§ TASK TO COMPLETE: Reproduce the records that follow without alteration, apart from removing the pictures.
----------
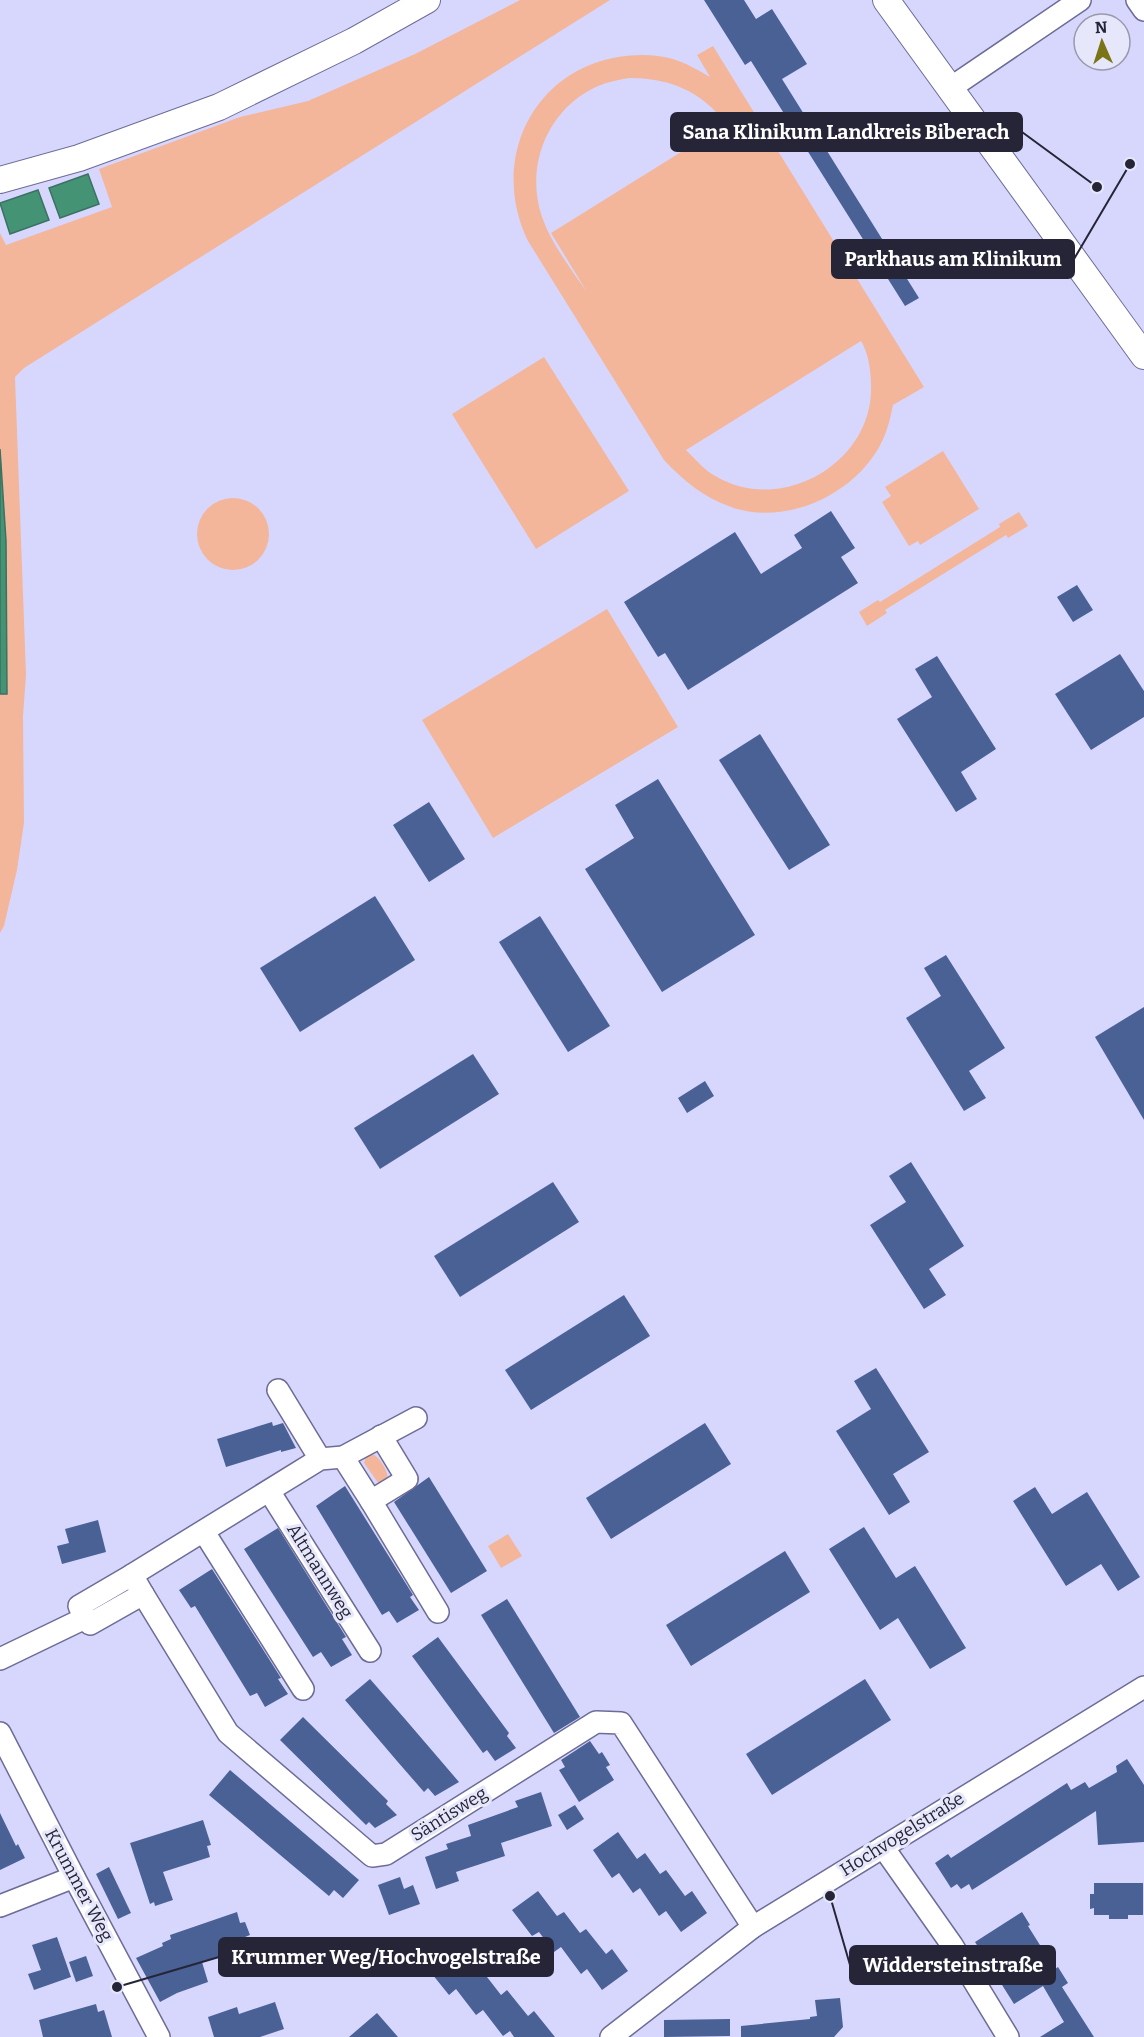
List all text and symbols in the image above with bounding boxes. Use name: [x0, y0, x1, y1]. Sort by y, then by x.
north arrow: [1072, 12, 1132, 72]
text: N: [1095, 18, 1108, 37]
callout: Sana Klinikum Landkreis Biberach: [671, 113, 1022, 151]
text: Sana Klinikum Landkreis Biberach: [682, 120, 1010, 144]
callout: Parkhaus am Klinikum: [832, 240, 1074, 278]
text: Parkhaus am Klinikum: [844, 247, 1062, 271]
street label: Altmannweg: [282, 1520, 358, 1622]
street label: Säntisweg: [407, 1782, 491, 1846]
street label: Hochvogelstraße: [836, 1787, 968, 1881]
street label: Krummer Weg: [40, 1825, 118, 1945]
callout: Krummer Weg/Hochvogelstraße: [219, 1938, 553, 1976]
text: Krummer Weg/Hochvogelstraße: [231, 1945, 541, 1969]
callout: Widdersteinstraße: [850, 1946, 1055, 1984]
text: Widdersteinstraße: [863, 1953, 1043, 1977]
----------
§ OUTPUT OF THE EXERCISE:
List all text and symbols in the image above with bounding boxes. Use name: [x0, y0, x1, y1]. Sort by y, then by x.
north arrow: [1072, 12, 1132, 72]
text: N: [1095, 18, 1108, 37]
callout: Sana Klinikum Landkreis Biberach: [671, 113, 1022, 151]
text: Sana Klinikum Landkreis Biberach: [682, 120, 1010, 144]
callout: Parkhaus am Klinikum: [832, 240, 1074, 278]
text: Parkhaus am Klinikum: [844, 247, 1062, 271]
street label: Altmannweg: [282, 1520, 358, 1622]
street label: Säntisweg: [407, 1782, 491, 1846]
street label: Hochvogelstraße: [836, 1787, 968, 1881]
street label: Krummer Weg: [40, 1825, 118, 1945]
callout: Krummer Weg/Hochvogelstraße: [219, 1938, 553, 1976]
text: Krummer Weg/Hochvogelstraße: [231, 1945, 541, 1969]
callout: Widdersteinstraße: [850, 1946, 1055, 1984]
text: Widdersteinstraße: [863, 1953, 1043, 1977]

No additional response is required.